In the records that follow, show each line where the word "Please" is present.

───── Given data

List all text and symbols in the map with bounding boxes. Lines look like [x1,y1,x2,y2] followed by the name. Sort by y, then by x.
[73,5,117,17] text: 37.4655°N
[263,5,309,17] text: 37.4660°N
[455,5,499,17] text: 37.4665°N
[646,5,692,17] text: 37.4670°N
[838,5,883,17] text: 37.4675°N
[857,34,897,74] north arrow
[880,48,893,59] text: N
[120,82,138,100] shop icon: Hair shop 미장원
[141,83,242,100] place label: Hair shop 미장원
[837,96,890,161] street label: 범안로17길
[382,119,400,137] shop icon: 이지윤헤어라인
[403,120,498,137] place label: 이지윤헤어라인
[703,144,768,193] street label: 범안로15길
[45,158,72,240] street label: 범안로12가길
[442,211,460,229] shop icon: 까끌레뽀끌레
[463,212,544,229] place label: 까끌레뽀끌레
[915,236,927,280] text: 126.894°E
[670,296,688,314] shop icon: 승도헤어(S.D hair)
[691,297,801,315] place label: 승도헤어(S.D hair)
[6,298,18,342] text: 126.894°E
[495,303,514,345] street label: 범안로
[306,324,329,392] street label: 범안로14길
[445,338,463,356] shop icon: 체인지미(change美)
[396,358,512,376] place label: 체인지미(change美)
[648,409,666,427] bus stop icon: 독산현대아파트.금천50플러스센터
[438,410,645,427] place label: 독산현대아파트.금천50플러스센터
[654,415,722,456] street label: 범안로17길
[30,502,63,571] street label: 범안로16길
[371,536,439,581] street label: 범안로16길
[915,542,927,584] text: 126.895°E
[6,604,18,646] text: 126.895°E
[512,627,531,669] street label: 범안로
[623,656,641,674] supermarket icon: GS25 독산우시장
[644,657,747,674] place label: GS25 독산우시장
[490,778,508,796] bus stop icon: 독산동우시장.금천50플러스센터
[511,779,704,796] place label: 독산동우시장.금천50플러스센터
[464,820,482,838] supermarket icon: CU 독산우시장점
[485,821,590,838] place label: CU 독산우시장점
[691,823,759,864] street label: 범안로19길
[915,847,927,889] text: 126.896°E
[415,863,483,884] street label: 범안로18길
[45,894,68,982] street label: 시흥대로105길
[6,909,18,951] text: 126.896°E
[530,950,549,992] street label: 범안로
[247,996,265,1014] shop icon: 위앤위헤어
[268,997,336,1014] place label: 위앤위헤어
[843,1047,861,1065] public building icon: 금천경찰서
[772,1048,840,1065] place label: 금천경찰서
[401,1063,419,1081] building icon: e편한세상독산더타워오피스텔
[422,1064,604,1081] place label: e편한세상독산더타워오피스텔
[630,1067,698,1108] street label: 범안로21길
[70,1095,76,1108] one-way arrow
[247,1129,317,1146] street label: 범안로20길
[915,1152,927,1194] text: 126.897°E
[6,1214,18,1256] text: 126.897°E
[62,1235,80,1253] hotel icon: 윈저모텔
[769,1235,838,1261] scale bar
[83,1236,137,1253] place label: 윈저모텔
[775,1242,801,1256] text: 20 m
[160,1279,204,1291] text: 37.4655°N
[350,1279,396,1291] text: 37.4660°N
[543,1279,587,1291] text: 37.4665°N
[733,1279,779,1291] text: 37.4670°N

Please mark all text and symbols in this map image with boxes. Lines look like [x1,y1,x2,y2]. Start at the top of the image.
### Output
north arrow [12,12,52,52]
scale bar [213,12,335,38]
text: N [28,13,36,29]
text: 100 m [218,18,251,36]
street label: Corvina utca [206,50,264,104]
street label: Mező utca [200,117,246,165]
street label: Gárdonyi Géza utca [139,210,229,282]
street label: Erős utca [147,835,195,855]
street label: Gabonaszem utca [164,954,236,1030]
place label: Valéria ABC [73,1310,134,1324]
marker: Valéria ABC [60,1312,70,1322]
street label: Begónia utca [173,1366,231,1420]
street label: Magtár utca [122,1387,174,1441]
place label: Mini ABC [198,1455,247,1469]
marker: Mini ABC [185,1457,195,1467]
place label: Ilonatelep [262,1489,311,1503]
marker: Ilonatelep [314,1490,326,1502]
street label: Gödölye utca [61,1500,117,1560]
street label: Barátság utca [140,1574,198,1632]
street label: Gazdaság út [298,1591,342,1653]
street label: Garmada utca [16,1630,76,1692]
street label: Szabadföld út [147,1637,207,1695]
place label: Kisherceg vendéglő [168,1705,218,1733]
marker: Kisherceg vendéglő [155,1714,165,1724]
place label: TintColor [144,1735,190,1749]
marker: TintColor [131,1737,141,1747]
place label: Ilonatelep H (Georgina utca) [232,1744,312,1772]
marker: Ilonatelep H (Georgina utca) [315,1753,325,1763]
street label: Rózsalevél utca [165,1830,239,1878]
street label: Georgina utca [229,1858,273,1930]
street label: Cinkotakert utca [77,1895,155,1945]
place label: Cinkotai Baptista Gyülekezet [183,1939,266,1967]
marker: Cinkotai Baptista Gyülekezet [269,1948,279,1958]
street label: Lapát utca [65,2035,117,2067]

──────────
───── Given data

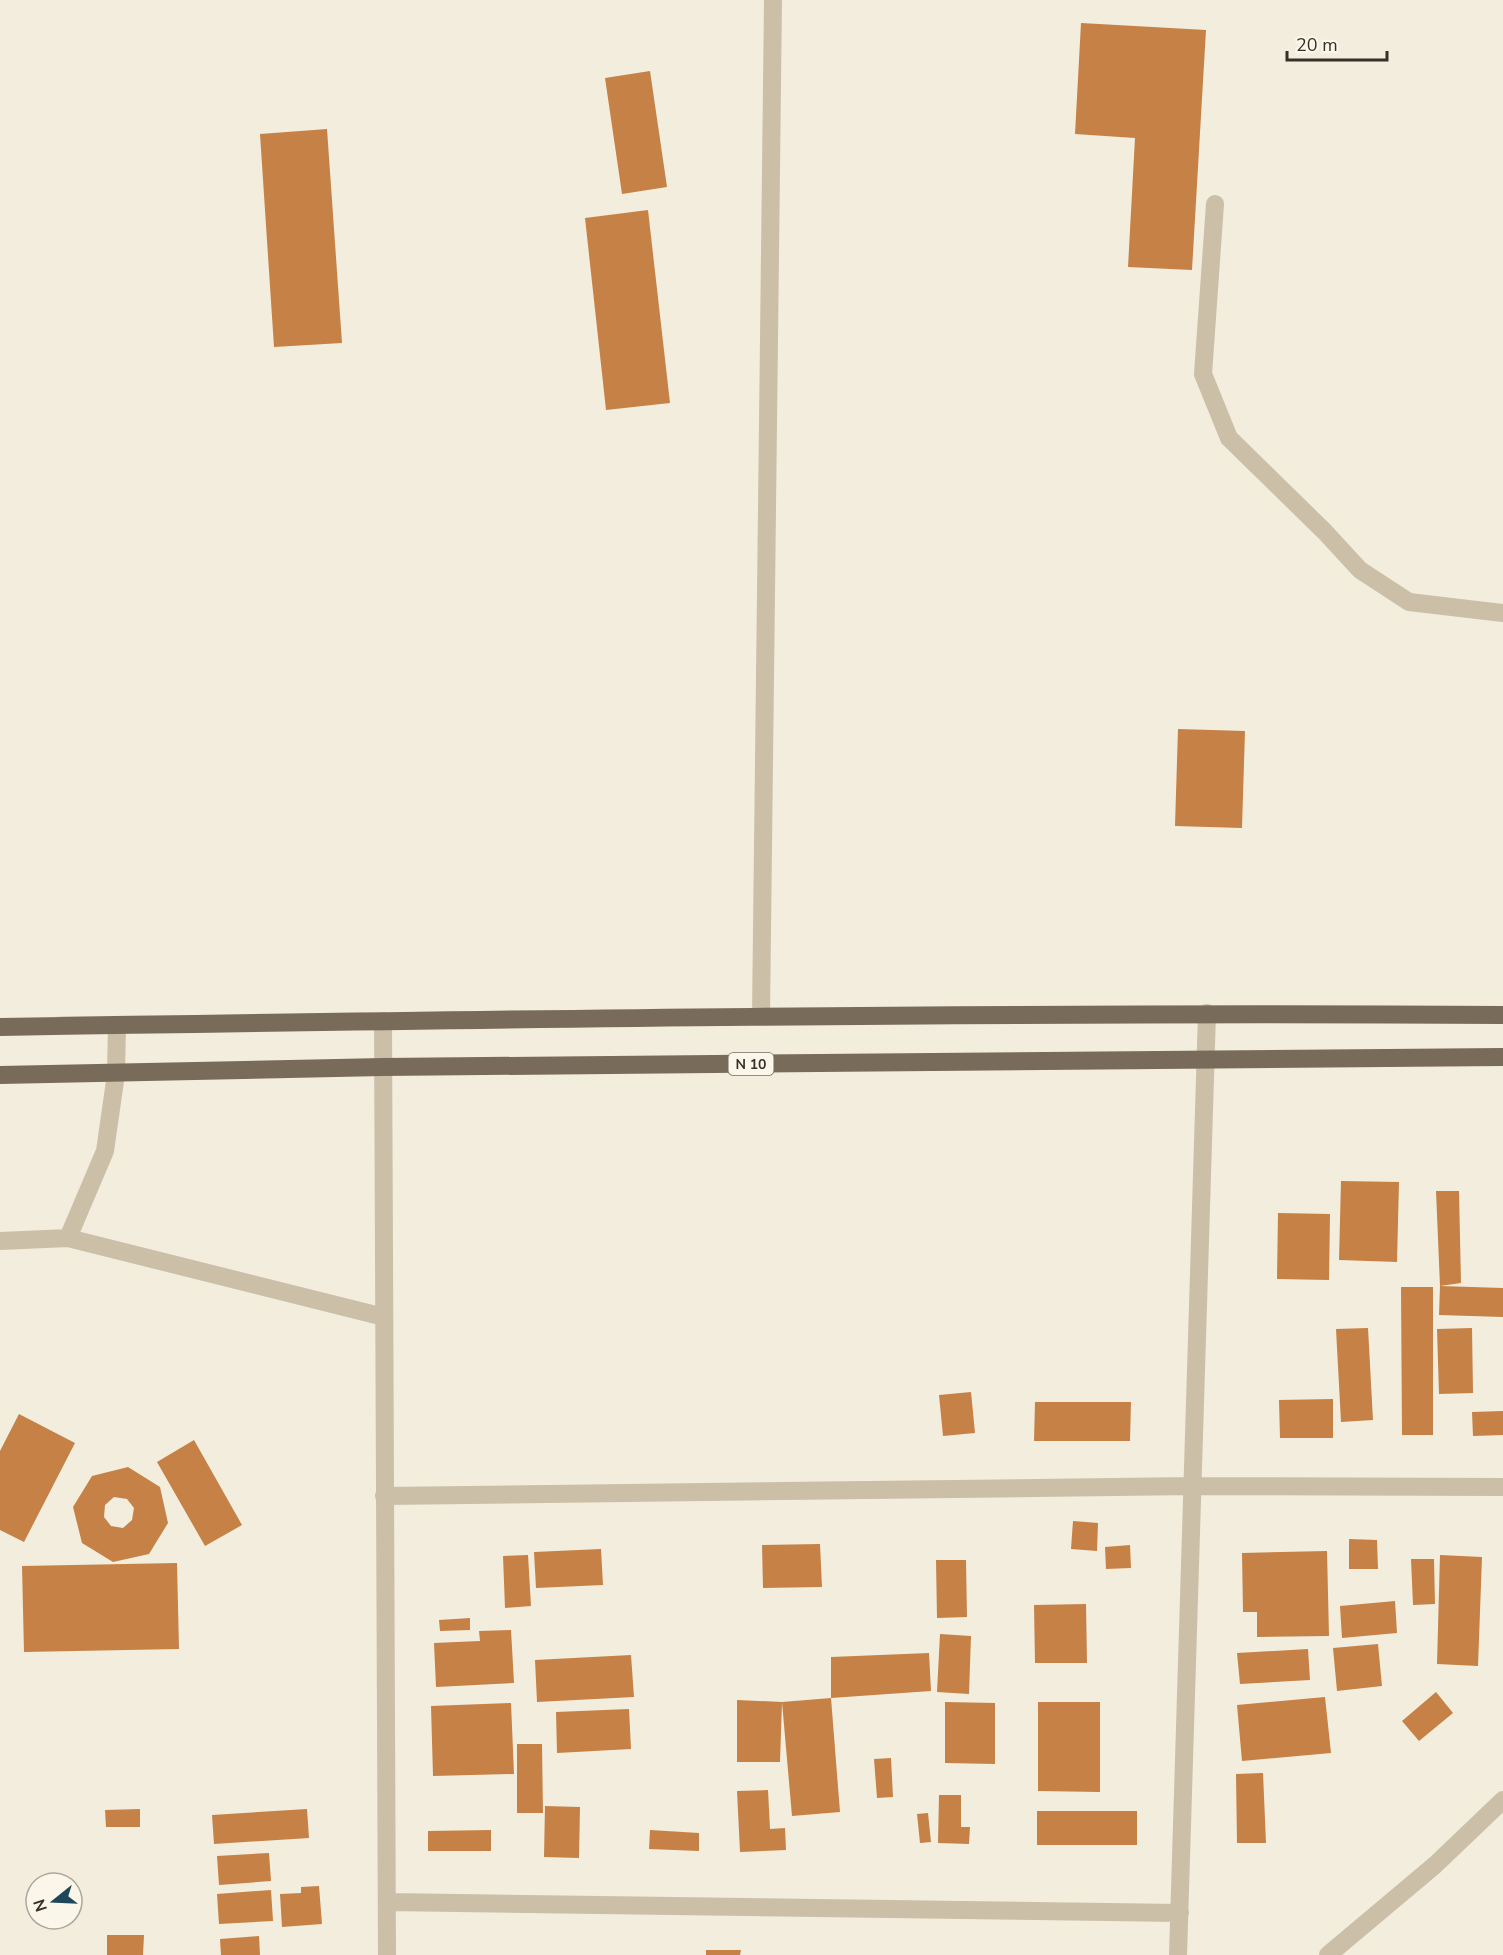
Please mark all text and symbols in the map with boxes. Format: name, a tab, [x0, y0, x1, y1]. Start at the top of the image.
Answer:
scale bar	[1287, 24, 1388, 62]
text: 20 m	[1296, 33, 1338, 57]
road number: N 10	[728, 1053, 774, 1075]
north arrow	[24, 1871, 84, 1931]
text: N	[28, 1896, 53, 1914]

──────────

_Reply to the task_
Please mark all text and symbols in this map image with boxes. Lines look like [x1,y1,x2,y2]. Start at the top of the image.
Please mark all text and symbols in the map with boxes. Format: name, a tab, [x0, y0, x1, y1]. Start at the top of the image.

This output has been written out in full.